Time to listen closely and hear the footprint

八月 3, 2007

Noise is the forgotten pollutant, 'inimical to rational thought and action'. Stuart Sim wants a quiet word in your ear

Carbon footprints are not the only kind of footprint about which we should be concerned. Heathrow airport's "noise footprint" causes considerable distress to many Londoners. And, according to a report commissioned by the Mayor of London, Ken Livingstone, it extends across the whole city. The airport authorities are conducting investigations as to how the footprint might be minimised, but one suspects this will be a long-term problem - yet another unfortunate side-effect of the massive expansion of carbon emissions in our time.

Noise is still so often, as John Connell, the founder of the Noise Abatement Society, noted back in the 1950s, "the forgotten pollutant". But it is a pollutant that increasingly we cannot afford to ignore. It is an environmental problem that urgently needs to be addressed for the sake of our collective physical and mental health. Even New York, famously the "city that never sleeps", recently passed bylaws to crack down on persistent offenders. Various medical studies have demonstrated how excessive noise has a damaging effect on our health, and not just on our hearing: the risk of heart attack is far greater when exposed to prolonged loud noise.

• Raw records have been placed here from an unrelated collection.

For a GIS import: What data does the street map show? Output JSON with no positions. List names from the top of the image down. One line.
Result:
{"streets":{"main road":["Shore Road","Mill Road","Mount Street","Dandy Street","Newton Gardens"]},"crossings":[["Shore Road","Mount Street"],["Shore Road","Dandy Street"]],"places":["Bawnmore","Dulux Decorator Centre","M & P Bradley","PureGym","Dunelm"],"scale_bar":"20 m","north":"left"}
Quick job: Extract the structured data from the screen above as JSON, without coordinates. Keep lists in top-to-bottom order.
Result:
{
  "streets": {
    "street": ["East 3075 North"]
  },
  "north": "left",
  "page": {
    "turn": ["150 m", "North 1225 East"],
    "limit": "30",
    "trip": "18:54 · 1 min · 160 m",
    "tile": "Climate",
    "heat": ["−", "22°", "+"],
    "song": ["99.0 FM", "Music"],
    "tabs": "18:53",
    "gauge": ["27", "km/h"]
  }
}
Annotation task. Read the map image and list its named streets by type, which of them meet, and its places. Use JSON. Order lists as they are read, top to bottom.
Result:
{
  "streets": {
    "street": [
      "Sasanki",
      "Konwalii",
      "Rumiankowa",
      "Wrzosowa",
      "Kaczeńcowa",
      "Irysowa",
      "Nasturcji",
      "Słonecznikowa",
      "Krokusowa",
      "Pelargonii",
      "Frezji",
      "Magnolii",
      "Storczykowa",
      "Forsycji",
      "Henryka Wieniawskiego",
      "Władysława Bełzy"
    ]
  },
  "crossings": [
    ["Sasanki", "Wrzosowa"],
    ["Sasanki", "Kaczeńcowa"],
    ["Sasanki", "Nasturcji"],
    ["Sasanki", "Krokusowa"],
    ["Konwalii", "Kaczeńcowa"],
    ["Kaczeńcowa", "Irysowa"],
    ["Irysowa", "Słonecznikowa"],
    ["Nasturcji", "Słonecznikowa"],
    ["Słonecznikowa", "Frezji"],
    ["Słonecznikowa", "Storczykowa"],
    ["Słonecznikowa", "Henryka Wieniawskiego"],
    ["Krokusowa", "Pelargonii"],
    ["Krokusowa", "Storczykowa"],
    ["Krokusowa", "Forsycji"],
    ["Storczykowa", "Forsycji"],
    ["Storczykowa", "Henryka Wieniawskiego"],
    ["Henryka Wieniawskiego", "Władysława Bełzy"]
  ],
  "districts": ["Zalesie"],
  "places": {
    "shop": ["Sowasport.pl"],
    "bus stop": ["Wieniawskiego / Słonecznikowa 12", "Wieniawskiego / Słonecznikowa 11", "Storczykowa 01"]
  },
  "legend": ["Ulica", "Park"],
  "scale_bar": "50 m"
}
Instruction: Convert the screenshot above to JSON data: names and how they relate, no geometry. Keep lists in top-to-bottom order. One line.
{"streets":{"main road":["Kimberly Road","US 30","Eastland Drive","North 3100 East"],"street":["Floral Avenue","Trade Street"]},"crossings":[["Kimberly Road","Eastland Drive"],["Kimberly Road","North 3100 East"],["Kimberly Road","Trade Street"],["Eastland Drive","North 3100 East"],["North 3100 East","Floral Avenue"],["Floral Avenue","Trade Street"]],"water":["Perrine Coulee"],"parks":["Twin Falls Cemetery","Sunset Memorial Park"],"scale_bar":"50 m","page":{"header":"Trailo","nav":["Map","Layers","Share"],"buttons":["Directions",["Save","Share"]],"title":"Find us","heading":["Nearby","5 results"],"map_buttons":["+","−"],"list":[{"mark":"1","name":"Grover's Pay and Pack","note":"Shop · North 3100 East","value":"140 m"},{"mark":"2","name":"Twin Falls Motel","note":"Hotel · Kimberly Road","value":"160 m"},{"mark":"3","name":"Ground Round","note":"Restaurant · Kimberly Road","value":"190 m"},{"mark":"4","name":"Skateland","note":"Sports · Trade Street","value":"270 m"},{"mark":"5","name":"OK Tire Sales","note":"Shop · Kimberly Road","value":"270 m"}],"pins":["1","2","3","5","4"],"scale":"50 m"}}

The ability to withdraw into quiet is an essential part of wellbeing, as religions have understood over the centuries in cultivating silence for spiritual reflection. Creative artists, too, traditionally have drawn inspiration from it as a concept, theme, and symbol. Susan Sontag even devised an aesthetics of silence to highlight its importance to creativity. Communing with silence in a society where decibel levels all too frequently soar past the pain threshold (generally reckoned to be around the 120 mark) is, however, increasingly an exercise in frustration.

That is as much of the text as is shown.